Long-term insurers resilient under severe stress, BMA finds
Bermuda’s long-term insurance sector remains strongly capitalised and highly resilient, even under a simulated global financial crisis, according to the Bermuda Monetary Authority’s latest market analysis and stress-testing report.
“The results of the GFC stress test demonstrated the Bermuda long-term reinsurance sector's strong ability to withstand severe economic challenges,” the BMA said in its Bermuda Long-term Insurance Market Analysis and Stress Testing Report.
The report shows that the sector continued to grow rapidly in 2024, with total assets rising 19.1 per cent to $1.52 trillion and gross written premiums increasing 17.8 per cent to $200.1 billion. Net income more than doubled to $26.3 billion, supported by higher interest rates and strong investment returns.
Despite that expansion, regulators said capital buffers remained well above required levels.
“Most insurers maintain capital levels well above regulatory requirements, even under severe stress conditions,” the BMA said.
The authority tested insurers against a range of severe but plausible market shocks, including sharp equity declines, widening credit spreads and a scenario calibrated to replicate the 2008 global financial crisis.

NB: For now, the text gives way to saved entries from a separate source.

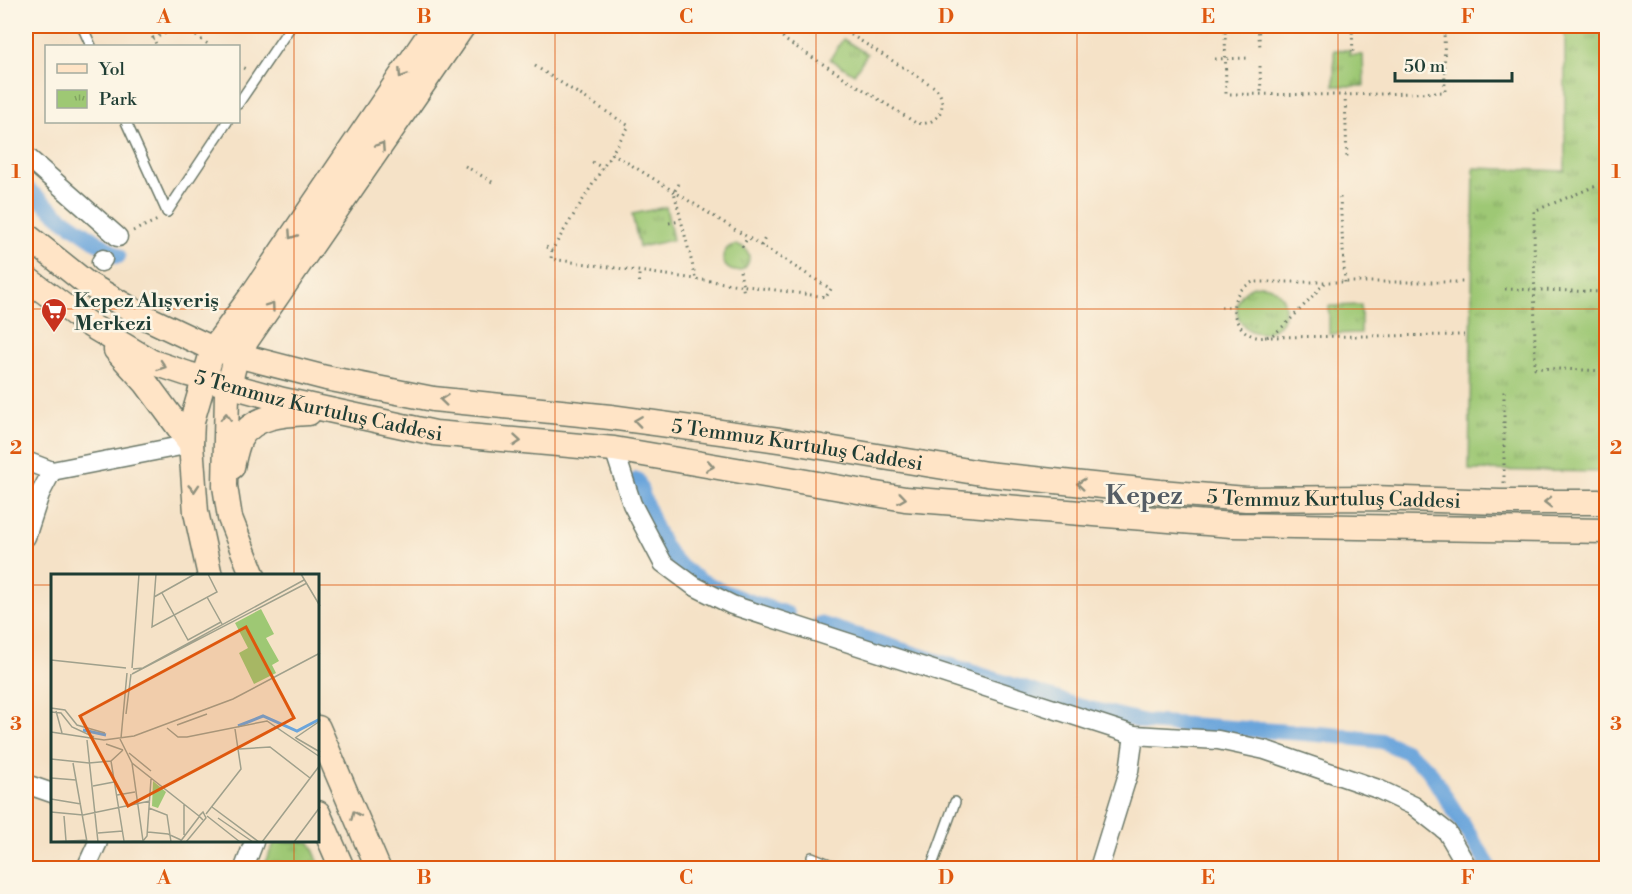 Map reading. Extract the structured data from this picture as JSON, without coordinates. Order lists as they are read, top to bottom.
{
  "streets": {
    "main road": ["5 Temmuz Kurtuluş Caddesi"]
  },
  "districts": ["Kepez"],
  "places": {
    "supermarket": ["Kepez Alışveriş Merkezi"]
  },
  "legend": ["Yol", "Park"],
  "scale_bar": "50 m",
  "grid": {
    "columns": [
      "A",
      "B",
      "C",
      "D",
      "E",
      "F"
    ],
    "rows": ["1", "2", "3"]
  }
}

The vast majority of firms remained above minimum solvency thresholds, even after absorbing the simulated losses.
Liquidity was also a key strength across the sector, with insurers holding a large share of assets in cash and highly rated bonds.

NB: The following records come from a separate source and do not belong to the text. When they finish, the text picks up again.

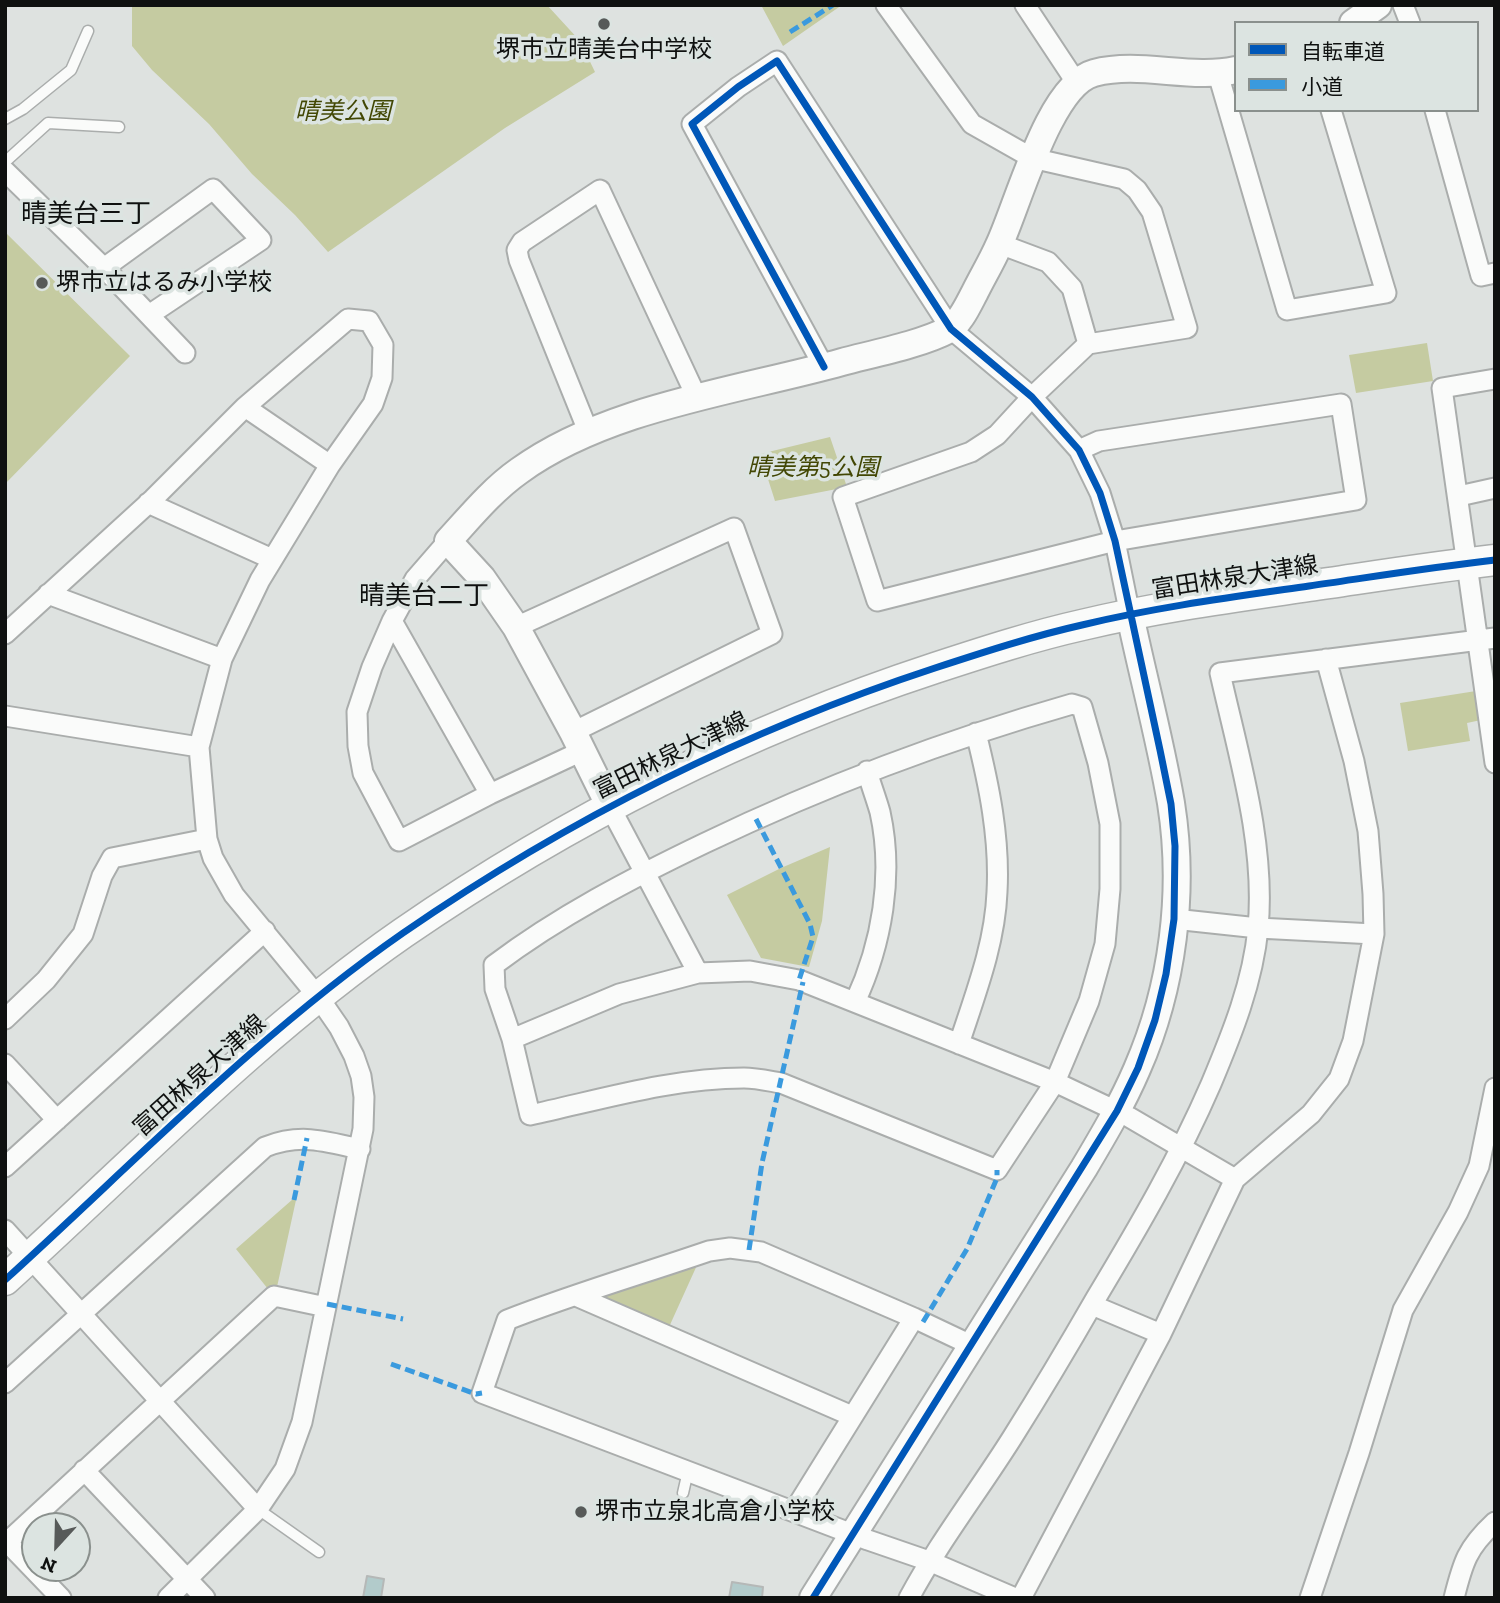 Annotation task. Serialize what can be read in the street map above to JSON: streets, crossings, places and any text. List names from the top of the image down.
{
  "streets": {
    "main road": ["富田林泉大津線"]
  },
  "districts": ["晴美台三丁", "晴美台二丁"],
  "parks": ["晴美公園", "晴美第5公園"],
  "places": ["堺市立晴美台中学校", "堺市立はるみ小学校", "堺市立泉北高倉小学校"],
  "legend": ["自転車道", "小道"],
  "north": "bottom"
}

“Bermuda long-term insurers continue to maintain a substantial portion of their assets in liquid forms,” the BMA said.
The report found that the median liquidity coverage ratio stood far above the regulatory minimum, meaning firms would be able to meet policyholder obligations even under severe stress scenarios.
While the overall picture was resilient, the BMA said that it continued to monitor credit risk and recovery planning at individual firms.